_Exercise prompt_
All entries that follow are to be printed exactly as written.

_Extracted information_
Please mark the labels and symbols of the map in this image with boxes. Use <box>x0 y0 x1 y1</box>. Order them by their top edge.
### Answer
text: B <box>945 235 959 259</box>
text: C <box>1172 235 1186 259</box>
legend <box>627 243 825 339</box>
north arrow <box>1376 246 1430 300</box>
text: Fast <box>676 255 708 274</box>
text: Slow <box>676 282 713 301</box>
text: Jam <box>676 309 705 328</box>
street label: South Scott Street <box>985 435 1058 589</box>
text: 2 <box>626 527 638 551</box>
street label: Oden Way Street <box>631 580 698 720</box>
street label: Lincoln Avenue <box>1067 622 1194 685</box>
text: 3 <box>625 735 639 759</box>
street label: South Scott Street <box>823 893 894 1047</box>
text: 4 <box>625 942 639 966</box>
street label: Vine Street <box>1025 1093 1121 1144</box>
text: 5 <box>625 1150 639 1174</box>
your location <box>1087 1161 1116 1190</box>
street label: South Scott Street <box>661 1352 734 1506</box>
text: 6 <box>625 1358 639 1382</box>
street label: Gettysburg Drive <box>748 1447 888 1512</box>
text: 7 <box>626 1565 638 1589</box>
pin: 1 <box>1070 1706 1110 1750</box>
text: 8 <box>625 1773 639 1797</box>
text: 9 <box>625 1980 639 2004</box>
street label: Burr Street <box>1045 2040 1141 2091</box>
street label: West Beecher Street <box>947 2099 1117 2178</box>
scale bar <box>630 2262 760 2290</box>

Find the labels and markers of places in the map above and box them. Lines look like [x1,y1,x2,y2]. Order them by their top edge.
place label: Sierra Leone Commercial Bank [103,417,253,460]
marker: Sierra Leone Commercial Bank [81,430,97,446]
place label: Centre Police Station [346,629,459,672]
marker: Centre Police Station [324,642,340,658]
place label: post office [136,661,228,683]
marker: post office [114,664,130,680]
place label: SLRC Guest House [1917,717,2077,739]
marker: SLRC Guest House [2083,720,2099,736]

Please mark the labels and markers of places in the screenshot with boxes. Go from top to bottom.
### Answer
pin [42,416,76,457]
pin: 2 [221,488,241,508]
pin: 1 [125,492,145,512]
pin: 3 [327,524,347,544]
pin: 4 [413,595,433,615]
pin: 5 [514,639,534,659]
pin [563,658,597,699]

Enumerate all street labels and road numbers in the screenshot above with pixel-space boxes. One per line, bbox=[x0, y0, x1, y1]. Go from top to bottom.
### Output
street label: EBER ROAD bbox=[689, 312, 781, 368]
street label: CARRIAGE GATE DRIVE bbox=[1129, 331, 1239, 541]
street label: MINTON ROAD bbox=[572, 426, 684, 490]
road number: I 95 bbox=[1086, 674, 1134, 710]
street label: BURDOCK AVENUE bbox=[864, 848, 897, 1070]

_Response_
Please mark the labels and symbols of the map in this image with boxes. Use <box>x0 y0 x1 y1</box>. Order them by their top edge.
### Answer
text: B <box>945 235 959 259</box>
text: C <box>1172 235 1186 259</box>
legend <box>627 243 825 339</box>
north arrow <box>1376 246 1430 300</box>
text: Fast <box>676 255 708 274</box>
text: Slow <box>676 282 713 301</box>
text: Jam <box>676 309 705 328</box>
street label: South Scott Street <box>985 435 1058 589</box>
text: 2 <box>626 527 638 551</box>
street label: Oden Way Street <box>631 580 698 720</box>
street label: Lincoln Avenue <box>1067 622 1194 685</box>
text: 3 <box>625 735 639 759</box>
street label: South Scott Street <box>823 893 894 1047</box>
text: 4 <box>625 942 639 966</box>
street label: Vine Street <box>1025 1093 1121 1144</box>
text: 5 <box>625 1150 639 1174</box>
your location <box>1087 1161 1116 1190</box>
street label: South Scott Street <box>661 1352 734 1506</box>
text: 6 <box>625 1358 639 1382</box>
street label: Gettysburg Drive <box>748 1447 888 1512</box>
text: 7 <box>626 1565 638 1589</box>
pin: 1 <box>1070 1706 1110 1750</box>
text: 8 <box>625 1773 639 1797</box>
text: 9 <box>625 1980 639 2004</box>
street label: Burr Street <box>1045 2040 1141 2091</box>
street label: West Beecher Street <box>947 2099 1117 2178</box>
scale bar <box>630 2262 760 2290</box>

Find the labels and markers of places in the map above and box them. Lines look like [x1,y1,x2,y2]. Order them by their top edge.
place label: Sierra Leone Commercial Bank [103,417,253,460]
marker: Sierra Leone Commercial Bank [81,430,97,446]
place label: Centre Police Station [346,629,459,672]
marker: Centre Police Station [324,642,340,658]
place label: post office [136,661,228,683]
marker: post office [114,664,130,680]
place label: SLRC Guest House [1917,717,2077,739]
marker: SLRC Guest House [2083,720,2099,736]

Please mark the labels and markers of places in the screenshot with boxes. Go from top to bottom.
### Answer
pin [42,416,76,457]
pin: 2 [221,488,241,508]
pin: 1 [125,492,145,512]
pin: 3 [327,524,347,544]
pin: 4 [413,595,433,615]
pin: 5 [514,639,534,659]
pin [563,658,597,699]

Enumerate all street labels and road numbers in the screenshot above with pixel-space boxes. One per line, bbox=[x0, y0, x1, y1]. Go from top to bottom.
### Output
street label: EBER ROAD bbox=[689, 312, 781, 368]
street label: CARRIAGE GATE DRIVE bbox=[1129, 331, 1239, 541]
street label: MINTON ROAD bbox=[572, 426, 684, 490]
road number: I 95 bbox=[1086, 674, 1134, 710]
street label: BURDOCK AVENUE bbox=[864, 848, 897, 1070]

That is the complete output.